MATERIAL PROVIDED:
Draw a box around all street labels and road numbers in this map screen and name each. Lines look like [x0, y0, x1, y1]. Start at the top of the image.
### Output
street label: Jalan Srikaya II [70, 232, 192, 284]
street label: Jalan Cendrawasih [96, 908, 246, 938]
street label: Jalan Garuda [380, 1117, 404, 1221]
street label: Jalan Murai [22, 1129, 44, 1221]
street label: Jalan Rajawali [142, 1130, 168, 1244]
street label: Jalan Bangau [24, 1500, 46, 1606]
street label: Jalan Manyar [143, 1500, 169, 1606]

REQUIRED WORK:
Your task is to print all of the records exactly.

WRITTEN RESPONSE:
Draw a box around all street labels and road numbers in this map screen and name each. Lines look like [x0, y0, x1, y1]. Start at the top of the image.
### Output
street label: Jalan Srikaya II [70, 232, 192, 284]
street label: Jalan Cendrawasih [96, 908, 246, 938]
street label: Jalan Garuda [380, 1117, 404, 1221]
street label: Jalan Murai [22, 1129, 44, 1221]
street label: Jalan Rajawali [142, 1130, 168, 1244]
street label: Jalan Bangau [24, 1500, 46, 1606]
street label: Jalan Manyar [143, 1500, 169, 1606]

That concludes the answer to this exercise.